– Ты не выглядишь веселой. Ты выглядишь странно и дико.

Она положила голову на подушку рядом с ним.

– Я выгляжу странно, – сказала она, – потому что думаю, что Кон заигрывает с малюткой Камерон. Поэтому я его и отослала, – чтобы расспросить тебя, Шолто: он говорил ей, что она хорошенькая? Он что, заигрывал с ней?

Зеленые глаза Шолто ярко сверкали.

– Именно так! Мы никогда не остаемся наедине, но он способен на все. «О, да ты прелесть, – сказал он. – О, какие длинные светлые ресницы. Подойди ближе и коснись ими моей щеки!»

– А что она сделала?

– Она коснулась. А он положил ей руку на грудь.

– И она не возражала?

– Нет. Она выгнула шею, словно кобылица, которую поглаживают. И глаза у нее округлились, как у кобылицы. Но она невинна, а Конвей нет. Он мог бы кое-что рассказать мальчишкам из английской школы.
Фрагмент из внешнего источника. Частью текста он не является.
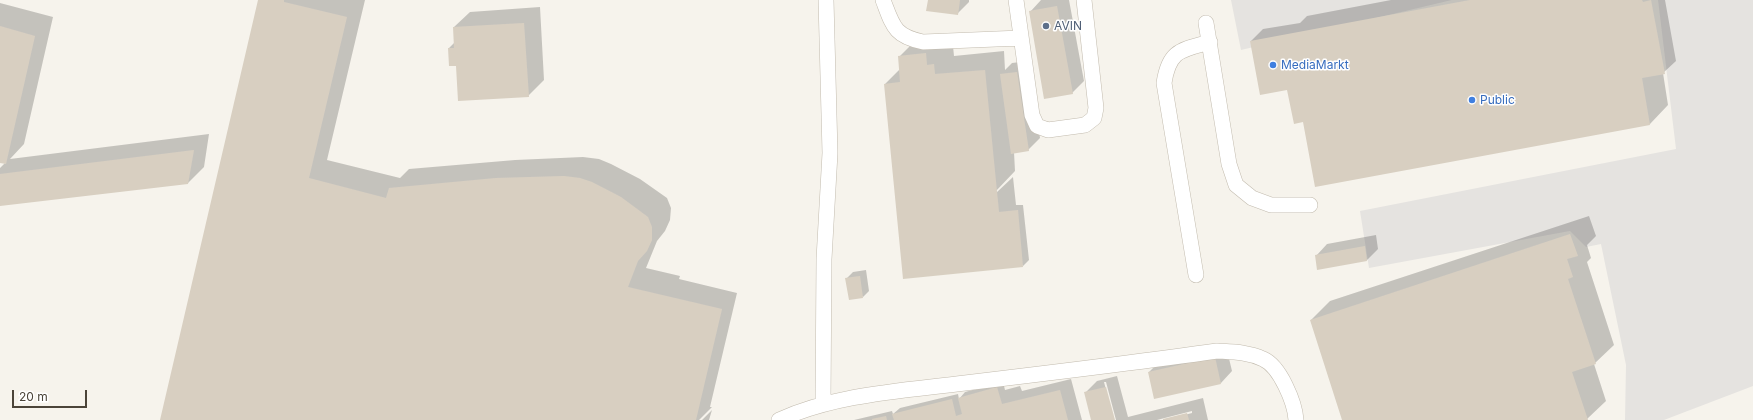 <!DOCTYPE html>
<style>
body{margin:0}
#map{position:relative;width:1753px;height:420px;overflow:hidden;background:#f6f3ec;font-family:Inter,sans-serif}
canvas{display:block}
.scale{position:absolute;left:12px;top:390px;width:75px;height:18px;box-sizing:border-box;border:2px solid #4b4439;border-top:0;padding-left:5px;font-size:12px;line-height:14px;white-space:nowrap;color:#4b4439;-webkit-text-stroke:3px #fff;paint-order:stroke}
</style>
<div id="map">
<canvas width="1753" height="420"></canvas>
<div class="scale">20 m</div>
</div>
<script>
const c = document.querySelector('canvas').getContext('2d');
c.lineJoin = 'round';
function paint(path, color) { c.fillStyle = color; c.fill(path, 'evenodd'); }
function stroke(path, color, width, dash) { c.strokeStyle = color; c.lineWidth = width; c.lineCap = dash ? 'butt' : 'round'; c.setLineDash(dash || []); c.stroke(path); }
function write(font, color, halo, rows, align = 'center') {
  c.font = font + ' Inter,sans-serif'; c.lineWidth = 3; c.setLineDash([]); c.textBaseline = 'middle'; c.strokeStyle = halo; c.fillStyle = color; for (const [text, x, y, turn = 0] of rows) {
    c.save(); c.translate(x, y); c.rotate((+turn || 0) * Math.PI / 180); c.textAlign = isNaN(turn) ? turn : align; if (halo) c.strokeText(text, 0, 0); c.fillText(text, 0, 0); c.restore();
  }
}
paint(new Path2D(`
 M 1231,0 L 1452,0 L 1241,50 Z
 M 1658,0 L 1753,0 L 1753,386 L 1664,420 L 1625,420 L 1626,365 L 1601,244 L 1586,247 L 1570,231 L 1369,268 L 1360,211 L 1676,149 Z`), '#e5e3e0');
paint(new Path2D(`
 M 259,0 L 365,0 L 327,160 L 400,178 L 409,169 L 515,160 L 583,157 L 599,159 L 611,164 L 640,179 L 667,198 L 671,208 L 670,220 L 665,231 L 657,241 L 646,268 L 680,276 L 679,279 L 737,293 L 710,407 L 712,407 L 699,420 L 161,420 Z
 M 929,0 L 969,0 L 969,2 L 957,14 Z
 M 1041,0 L 1069,0 L 1084,81 L 1072,93 L 1030,12 Z
 M 1391,0 L 1665,0 L 1676,61 L 1663,73 L 1668,105 L 1650,124 L 1304,121 L 1288,89 L 1251,41 L 1263,29 L 1300,23 L 1307,16 Z
 M 0,3 L 53,17 L 24,144 L 10,159 L 209,134 L 204,167 L 188,183 L 0,205 L 0,168 L 5,163 L 0,162 Z
 M 540,7 L 544,80 L 528,96 L 457,65 L 449,48 L 455,42 L 454,27 L 470,12 Z
 M 918,38 L 953,46 L 954,56 L 1004,51 L 1005,70 L 1012,63 L 1028,61 L 1040,138 L 1028,150 L 1014,152 L 1015,171 L 996,191 L 996,193 L 1013,177 L 1016,205 L 1023,205 L 1029,260 L 1023,266 L 885,84 L 900,69 L 899,57 Z
 M 1589,216 L 1596,236 L 1587,245 L 1591,258 L 1587,262 L 1614,345 L 1594,364 L 1606,401 L 1587,419 L 1343,420 L 1311,320 L 1330,301 Z
 M 1376,235 L 1378,249 L 1367,260 L 1316,256 L 1327,244 Z
 M 866,270 L 869,291 L 863,297 L 847,278 L 853,272 Z
 M 1226,346 L 1232,371 L 1221,383 L 1149,372 L 1160,361 Z
 M 1117,376 L 1128,417 L 1203,398 L 1208,420 L 1165,420 L 1192,413 L 1192,411 L 1157,420 L 1116,420 L 1106,382 L 1104,382 L 1114,420 L 1092,420 L 1085,393 L 1097,381 Z
 M 1071,379 L 1082,420 L 854,420 L 892,411 L 893,414 L 900,408 L 958,394 L 959,399 L 965,392 L 1003,382 L 1005,390 L 1020,386 L 1022,391 Z
 M 712,410 L 709,420 L 702,420 Z`), '#0003');
paint(new Path2D(`
 M 258,0 L 284,0 L 284,2 L 347,17 L 309,178 L 386,198 L 389,188 L 496,178 L 564,176 L 580,178 L 592,182 L 621,197 L 648,217 L 652,227 L 652,240 L 647,251 L 638,261 L 628,287 L 722,309 L 696,420 L 160,420 Z
 M 928,0 L 960,0 L 958,15 L 926,11 Z
 M 1470,0 L 1642,0 L 1643,2 L 1651,0 L 1665,74 L 1642,78 L 1650,125 L 1315,187 L 1303,122 L 1294,124 L 1287,90 L 1260,95 L 1250,41 Z
 M 1057,6 L 1073,94 L 1044,99 L 1029,11 Z
 M 524,23 L 529,97 L 458,101 L 456,66 L 449,66 L 448,48 L 454,48 L 453,27 Z
 M 0,26 L 35,36 L 6,164 L 0,163 Z
 M 926,53 L 927,65 L 934,64 L 935,74 L 985,70 L 999,212 L 1018,210 L 1023,267 L 903,279 L 884,84 L 900,82 L 898,56 Z
 M 1017,72 L 1029,151 L 1011,154 L 1000,74 Z
 M 194,150 L 188,184 L 0,206 L 0,174 Z
 M 1570,234 L 1578,256 L 1567,259 L 1573,277 L 1568,279 L 1596,364 L 1572,372 L 1588,420 L 1342,420 L 1310,320 Z
 M 1365,246 L 1367,261 L 1317,270 L 1315,255 Z
 M 860,276 L 863,298 L 849,300 L 845,278 Z
 M 1215,357 L 1221,384 L 1154,399 L 1148,372 Z
 M 997,387 L 1002,404 L 1060,390 L 1068,420 L 894,420 L 892,414 L 952,399 L 956,416 L 962,414 L 958,398 Z
 M 1106,387 L 1115,420 L 1091,420 L 1084,392 Z
 M 1187,413 L 1189,420 L 1163,420 L 1163,419 Z
 M 886,416 L 887,420 L 872,420 L 872,419 Z`), '#d8cfc1');
const service = new Path2D(`
 M 883,0 C 893,26 894,36 923,42 L 1021,38
 M 1016,0 L 1032,115 L 1037,126 L 1048,130 L 1085,125 L 1094,118 L 1096,108 L 1084,0
 M 1206,23 L 1229,164 L 1236,185 L 1252,198 L 1271,205 L 1310,205
 M 1196,275 L 1164,83 C 1169,50 1181,50 1210,42
 M 823,403 L 824,259 L 830,153 L 826,0
 M 779,420 C 837,394 902,391 965,383 C 1049,373 1133,363 1217,351 C 1232,352 1248,352 1263,359 C 1280,366 1295,403 1296,420`);
stroke(service, '#c2bbae', 16);
stroke(service, '#fff', 15);
for (const [x, y, r, color] of [
 [1046,26,4,"#5c6f8a"],
 [1273,65,4,"#3f7fe0"],
 [1472,100,4,"#3f7fe0"]
]) { const dot = new Path2D(); dot.arc(x, y, r, 0, 2 * Math.PI); c.fillStyle = color; c.fill(dot); stroke(dot, '#fff', 1.5); }
write('12px', '#4e5e75', '#fff', [
 ["AVIN",1054,26]
], 'left');
write('12px', '#366cbe', '#fff', [
 ["MediaMarkt",1281,65],
 ["Public",1480,100]
], 'left');
</script>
Аделина хмуро сдвинула брови.

– Я скажу матери Мэри, чтобы она держала ее подальше от этого негодяя.

– Ну, если корабль идет ко дну, Аделина, они вполне могли бы наслаждаться жизнью.

– Корабль не идет ко дну!

Открылась дверь, цепляясь за нее, внутрь заглянул Конвей и сказал:

– Филипп пошел в вашу каюту, он мокрый, как мышь.

– Кон, входи и закрой за собой дверь.

Он закрыл дверь и встал перед ней, бледный и улыбающийся.

– А теперь, – сказала она, – больше никаких шалостей с Мэри Камерон! Если я об этом услышу, скажу Филиппу, и он так тебя встряхнет, что у тебя зубы застучат. Тебе должно быть стыдно – кружить голову ребенку!

– Что тебе наговорил этот врунишка? – спросил он, холодно смотря на брата.

– Мне не потребовалось узнавать это от него, – сказала Аделина. – Она сама мне сказала, что только сейчас выяснила, что она хорошенькая, и я наблюдала за тобой. Все, хватит об этом!

Он постарался открыть дверь и высокомерно выйти, но внезапный крен судна швырнул всех в один угол. На мгновение они вцепились друг в друга, затем она произнесла, крепко прижимая брата к себе:

– Ты будешь хорошо себя вести, правда, Кон, милый?

– Да, обещаю тебе.

Он проводил ее, а затем, склонившись над братом, нанес тому с полдюжины ударов, каждый сильнее предыдущего. Как ни странно, вместо того, чтобы вернуть болезнь, удары оказали оздоравливающее действие, так что уже через полчаса братья снова стояли на палубе и наблюдали за матросами, поднимавшими паруса, вновь пренебрегали опасностью, радуясь жизни, поскольку вышло яркое солнце и пенные волны терзали корабль уже менее жестоко.

Увидев Мэри, они отвернулись от нее. Мэри, в свою очередь, казалось, была занята собственными мыслями. Мать держала ее при себе.

Аделина обнаружила, что Филипп стоит посреди каюты в мокрой мятой одежде с прилипшими ко лбу волосами и ждет ее. Он отрывисто спросил:

– Зачем ты посылала за мной?

– Беспокоилась о тебе.

– Я стою и жду тебя.

– Всего несколько минут! Я была с Шолто, он болен.

– Как и все. Я изверг свой завтрак. Что ты от меня хочешь?

– Я хочу, чтобы ты переоделся в сухое.

Он повернулся к двери.

– Если это все…

Она схватила его за руку.

– Филипп, не ходи. Ты погибнешь!

– Если бы это могло убить меня, я был бы плохим солдатом.

– Но что ты можешь сделать?

– Прежде всего придать храбрости пассажирам третьего класса и восстановить порядок. Они на грани паники. Что касается тебя, то ты могла бы прибраться в каюте. Здесь бардак!

– А чего ты ждал? – закричала она. – У меня больной ребенок! У меня полумертвая няня. Мне нужно было навестить миссис Камерон! Я должна заботиться о своем младшем брате! Я очень беспокоюсь о тебе. От стюардессы никакой пользы, она только сплетничать способна. В корабле течь! А ты просишь меня прибраться в каюте!